Les opérations de LBO secondaire ont la cote. Après le rachat par Lion Capital de Picard Surgelés à BC Partners, la dernière opération en date est lancée par CVC Capital Partners. Le groupe de private equity a en effet annoncé lundi le rachat d'une participation majoritaire à son concurrent Charterhouse dans la société de distribution de boissons et d'alimentation Autobar.

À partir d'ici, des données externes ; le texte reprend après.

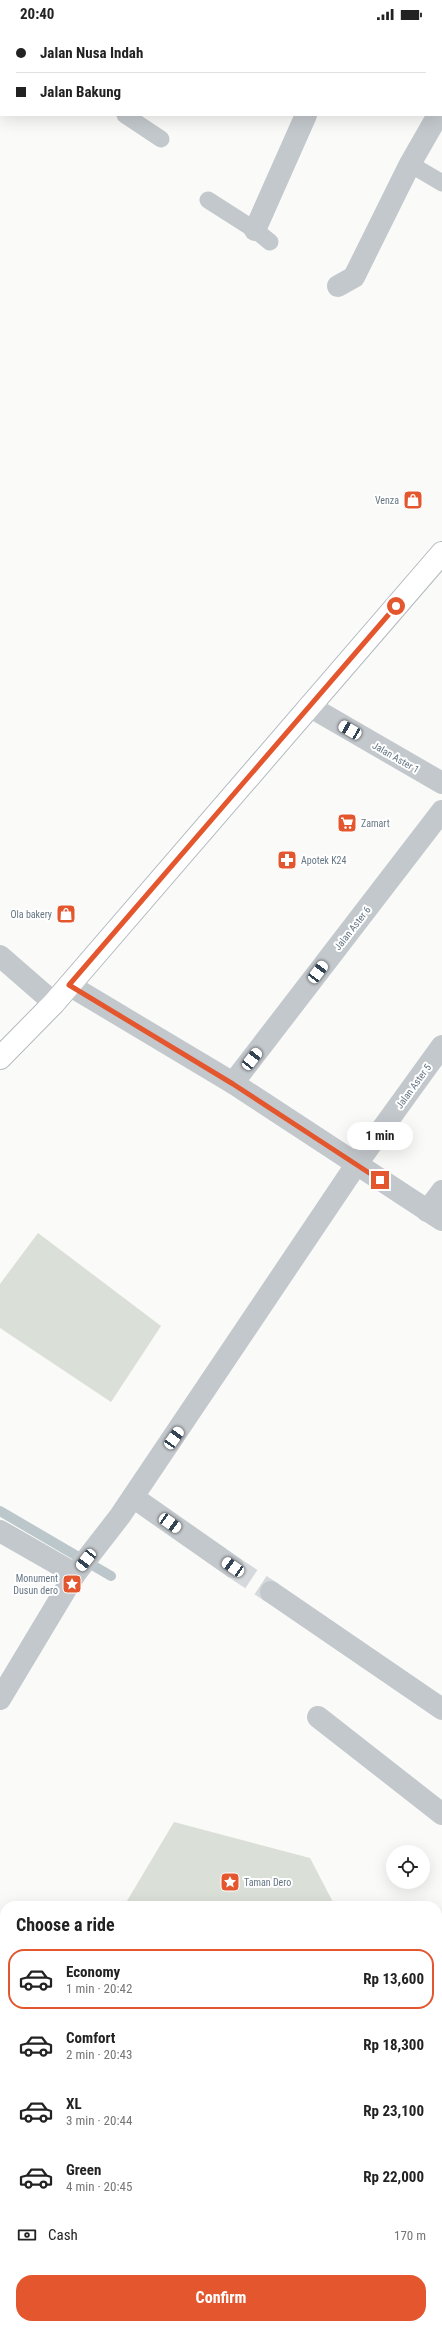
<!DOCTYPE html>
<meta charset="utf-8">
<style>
:root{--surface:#fff;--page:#f6f6f6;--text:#222;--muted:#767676;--line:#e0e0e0;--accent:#e4572e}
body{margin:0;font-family:"Roboto Condensed",sans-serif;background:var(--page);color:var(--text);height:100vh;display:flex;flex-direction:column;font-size:15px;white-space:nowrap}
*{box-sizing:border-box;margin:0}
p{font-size:13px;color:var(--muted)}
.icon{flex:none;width:22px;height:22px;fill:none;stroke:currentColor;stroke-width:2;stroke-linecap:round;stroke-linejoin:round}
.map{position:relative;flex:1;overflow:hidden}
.side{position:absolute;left:0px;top:1873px;width:442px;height:428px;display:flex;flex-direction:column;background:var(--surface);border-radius:16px 16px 0 0;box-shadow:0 4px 16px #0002}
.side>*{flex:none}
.guide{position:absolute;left:0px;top:0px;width:442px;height:88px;box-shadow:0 4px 16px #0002;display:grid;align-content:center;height:88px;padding:0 16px;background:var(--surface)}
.fabs{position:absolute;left:386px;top:1817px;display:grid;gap:8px}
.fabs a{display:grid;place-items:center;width:44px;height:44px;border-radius:50%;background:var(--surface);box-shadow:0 4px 16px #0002;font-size:20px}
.end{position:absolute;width:18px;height:18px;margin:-9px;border:5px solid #e4572e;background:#fff;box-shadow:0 0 0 2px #fff}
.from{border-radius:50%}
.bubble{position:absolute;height:28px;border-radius:14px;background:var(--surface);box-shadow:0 4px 16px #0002;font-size:13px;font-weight:700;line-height:28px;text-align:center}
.car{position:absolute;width:12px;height:24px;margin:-12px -6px;border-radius:5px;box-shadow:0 0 3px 1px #0007;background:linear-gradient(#fff 24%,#345 0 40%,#fff 0 76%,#345 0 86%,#fff 0)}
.guide b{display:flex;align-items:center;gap:14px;height:38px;font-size:15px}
.guide b+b{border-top:1px solid var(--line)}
.guide i{width:10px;height:10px;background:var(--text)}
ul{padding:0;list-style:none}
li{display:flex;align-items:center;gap:12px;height:60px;margin:0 8px 6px;padding:0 8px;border:2px solid transparent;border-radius:16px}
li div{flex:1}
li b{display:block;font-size:15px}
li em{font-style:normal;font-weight:700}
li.active{border-color:var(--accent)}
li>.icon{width:36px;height:36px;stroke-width:1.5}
h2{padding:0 16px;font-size:18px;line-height:48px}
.pay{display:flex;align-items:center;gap:10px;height:44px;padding:0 16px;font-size:15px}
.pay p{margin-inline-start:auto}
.primary-button{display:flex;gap:8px;margin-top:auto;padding:8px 16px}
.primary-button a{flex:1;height:46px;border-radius:16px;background:var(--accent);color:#fff;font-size:16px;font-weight:700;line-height:46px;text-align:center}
.status{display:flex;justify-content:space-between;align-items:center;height:28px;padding:0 20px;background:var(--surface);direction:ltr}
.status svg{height:11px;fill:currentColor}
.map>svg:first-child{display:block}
.green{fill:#dadfd7}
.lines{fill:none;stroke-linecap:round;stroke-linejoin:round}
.stream{stroke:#bbc7cb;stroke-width:10}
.street-tunnel{stroke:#d5d9db;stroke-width:22;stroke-dasharray:22 11;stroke-linecap:butt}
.secondary-casing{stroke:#b3babf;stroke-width:24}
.lane{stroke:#c3c8cc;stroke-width:17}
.street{stroke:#c3c8cc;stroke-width:22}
.secondary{stroke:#fff;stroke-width:22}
.route{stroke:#e4572e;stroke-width:5}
.labels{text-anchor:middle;stroke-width:4;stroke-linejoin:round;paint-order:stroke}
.poi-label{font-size:10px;fill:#657683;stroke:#fff;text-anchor:end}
.street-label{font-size:10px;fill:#657683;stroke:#fff}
</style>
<div class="status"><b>20:40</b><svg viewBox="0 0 49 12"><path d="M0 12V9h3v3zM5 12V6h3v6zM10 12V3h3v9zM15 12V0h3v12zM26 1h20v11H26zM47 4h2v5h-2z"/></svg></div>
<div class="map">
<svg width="442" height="2301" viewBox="0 0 442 2301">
<rect width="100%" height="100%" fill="#fafaf8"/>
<!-- green -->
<g class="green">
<polygon points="38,1205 161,1298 111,1374 0,1300 0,1256"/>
<polygon points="174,1794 310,1830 335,1878 124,1878"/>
<polygon points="0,1974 5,1974 5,2022 0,2021"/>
</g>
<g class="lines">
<!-- stream -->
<g class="stream">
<polyline points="0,1483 111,1548"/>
<polyline points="189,2301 192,2296"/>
</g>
<!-- street-tunnel -->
<polyline class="street-tunnel" points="233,1539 271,1564"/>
<defs>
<polyline id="secondary" points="0,1030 54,975 442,525"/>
</defs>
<!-- secondary casing -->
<use href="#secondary" class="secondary-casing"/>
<!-- lane -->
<g class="lane">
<polyline points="4,0 5,1"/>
<polyline points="125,87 161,111"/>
<polyline points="410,136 442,155"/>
<polyline points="208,172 255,202 270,214"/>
<polyline points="69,2296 78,2301"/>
</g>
<!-- street -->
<g class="street">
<polyline points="345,1 345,0"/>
<polyline points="255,202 306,87"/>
<polyline points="338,258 354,249 410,136 438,87"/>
<polyline points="309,678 442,755"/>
<polyline points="0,928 54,975"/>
<polyline points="69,957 233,1055 442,1192"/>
<polyline points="233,1055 442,783"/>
<polyline points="427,1183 442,1163"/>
<polyline points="133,1469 233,1539"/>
<polyline points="0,1503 75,1546"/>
<polyline points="271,1564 442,1681"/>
<polyline points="0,1671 75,1546 120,1488 356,1137 442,1018"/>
<polyline points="318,1689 442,1786"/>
<polyline points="437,1957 442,1950"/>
<polyline points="0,1997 5,1998"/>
<polyline points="217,2301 220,2296"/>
</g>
<!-- secondary -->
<use href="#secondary" class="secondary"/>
</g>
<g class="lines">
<!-- route -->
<polyline class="route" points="380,1152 233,1056 69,957 396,578"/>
</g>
<!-- icons -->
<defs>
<symbol id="shop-square" viewBox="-11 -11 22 22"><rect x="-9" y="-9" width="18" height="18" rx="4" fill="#e4572e" stroke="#fff"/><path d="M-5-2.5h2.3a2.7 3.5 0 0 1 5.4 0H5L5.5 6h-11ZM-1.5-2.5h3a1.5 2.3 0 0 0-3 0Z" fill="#fff"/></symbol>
<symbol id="supermarket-square" viewBox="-11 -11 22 22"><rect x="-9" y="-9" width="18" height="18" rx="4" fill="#e4572e" stroke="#fff"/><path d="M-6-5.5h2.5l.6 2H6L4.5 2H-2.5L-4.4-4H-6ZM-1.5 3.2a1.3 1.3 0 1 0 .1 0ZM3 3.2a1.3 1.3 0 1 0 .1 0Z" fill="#fff"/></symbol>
<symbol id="pharmacy-square" viewBox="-11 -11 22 22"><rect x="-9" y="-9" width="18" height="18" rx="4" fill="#e4572e" stroke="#fff"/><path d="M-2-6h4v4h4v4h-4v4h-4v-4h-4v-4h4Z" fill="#fff"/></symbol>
<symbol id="sight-square" viewBox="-11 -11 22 22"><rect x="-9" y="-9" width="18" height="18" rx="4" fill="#e4572e" stroke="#fff"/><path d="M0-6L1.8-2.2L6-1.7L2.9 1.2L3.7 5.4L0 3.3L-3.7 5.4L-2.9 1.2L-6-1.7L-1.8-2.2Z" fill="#fff"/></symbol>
</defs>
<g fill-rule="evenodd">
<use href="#shop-square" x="402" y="461" width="22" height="22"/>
<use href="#supermarket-square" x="336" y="784" width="22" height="22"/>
<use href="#pharmacy-square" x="276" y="821" width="22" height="22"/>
<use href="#shop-square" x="55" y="875" width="22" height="22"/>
<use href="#sight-square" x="61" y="1545" width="22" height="22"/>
<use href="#sight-square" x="219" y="1843" width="22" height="22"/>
</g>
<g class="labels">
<!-- poi labels -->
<g class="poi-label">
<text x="399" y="476">Venza</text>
<text x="361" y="799" text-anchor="start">Zamart</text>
<text x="301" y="836" text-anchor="start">Apotek K24</text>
<text x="52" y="890">Ola bakery</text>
<text x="58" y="1554">Monument<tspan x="58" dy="12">Dusun dero</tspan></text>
<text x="244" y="1858" text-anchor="start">Taman Dero</text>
</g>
<!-- street labels -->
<g class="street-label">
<text transform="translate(396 729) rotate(30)" y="4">Jalan Aster 1</text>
<text transform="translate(352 900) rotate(-52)" y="4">Jalan Aster 6</text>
<text transform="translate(413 1058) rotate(-54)" y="4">Jalan Aster 5</text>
</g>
</g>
</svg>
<div class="fabs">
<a><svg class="icon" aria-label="locate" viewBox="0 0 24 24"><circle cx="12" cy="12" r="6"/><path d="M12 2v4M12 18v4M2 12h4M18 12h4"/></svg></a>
</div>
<i class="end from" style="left:396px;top:578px"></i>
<i class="end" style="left:380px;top:1152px"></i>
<div class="bubble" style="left:347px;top:1094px;width:66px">1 min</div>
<i class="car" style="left:350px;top:702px;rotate:300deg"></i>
<i class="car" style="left:318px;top:944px;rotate:37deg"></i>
<i class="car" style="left:252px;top:1031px;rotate:38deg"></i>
<i class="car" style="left:174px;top:1410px;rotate:35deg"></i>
<i class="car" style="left:170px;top:1495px;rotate:125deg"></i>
<i class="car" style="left:86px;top:1532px;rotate:218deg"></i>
<i class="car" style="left:233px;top:1539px;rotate:305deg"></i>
<div class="guide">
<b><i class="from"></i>Jalan Nusa Indah</b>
<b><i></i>Jalan Bakung</b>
</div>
<section class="side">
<h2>Choose a ride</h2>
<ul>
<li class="active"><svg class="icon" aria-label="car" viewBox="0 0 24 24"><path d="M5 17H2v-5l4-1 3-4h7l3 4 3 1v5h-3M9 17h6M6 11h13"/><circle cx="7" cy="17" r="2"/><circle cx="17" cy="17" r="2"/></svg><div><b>Economy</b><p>1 min · 20:42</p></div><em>Rp 13,600</em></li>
<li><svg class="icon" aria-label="car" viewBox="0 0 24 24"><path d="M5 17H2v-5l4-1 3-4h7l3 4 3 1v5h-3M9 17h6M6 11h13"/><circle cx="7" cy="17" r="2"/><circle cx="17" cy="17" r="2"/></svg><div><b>Comfort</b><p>2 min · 20:43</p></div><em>Rp 18,300</em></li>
<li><svg class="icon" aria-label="car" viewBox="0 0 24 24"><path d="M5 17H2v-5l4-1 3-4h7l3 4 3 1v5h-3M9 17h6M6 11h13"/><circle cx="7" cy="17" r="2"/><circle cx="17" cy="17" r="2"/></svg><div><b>XL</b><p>3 min · 20:44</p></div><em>Rp 23,100</em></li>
<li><svg class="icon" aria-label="car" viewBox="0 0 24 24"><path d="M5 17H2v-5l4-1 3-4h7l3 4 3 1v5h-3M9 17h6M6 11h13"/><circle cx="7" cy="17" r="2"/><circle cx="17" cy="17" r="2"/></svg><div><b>Green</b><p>4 min · 20:45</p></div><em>Rp 22,000</em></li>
</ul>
<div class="pay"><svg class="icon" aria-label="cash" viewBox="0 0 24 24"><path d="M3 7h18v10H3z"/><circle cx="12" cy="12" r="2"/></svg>Cash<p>170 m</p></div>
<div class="primary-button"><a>Confirm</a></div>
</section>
</div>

Le montant de la transaction n'a pas été précisé par l'acheteur, mais le Financial Times (FT) fait état d'une valorisation à 1,2 milliard d'euros, soit 9 fois l'excédent brut d'exploitation (Ebitda) du distributeur, d'environ 135 millions d'euros cette année.
Charterhouse, qui a acheté Autocar en 2004 au Kuwait Investment Office pour 850 millions d'euros, conserverait une part de 11% suite à cette opération qui lui permettrait de doubler sa mise par rapport à son investissement initial. De manière peu habituelle dans ce type de transaction, Charterhouse, qui a bénéficié des conseils de Rothschild, Nomura et BNP Paribas, n'avait fait aucune annonce de vente préalable à l'offre de CVC.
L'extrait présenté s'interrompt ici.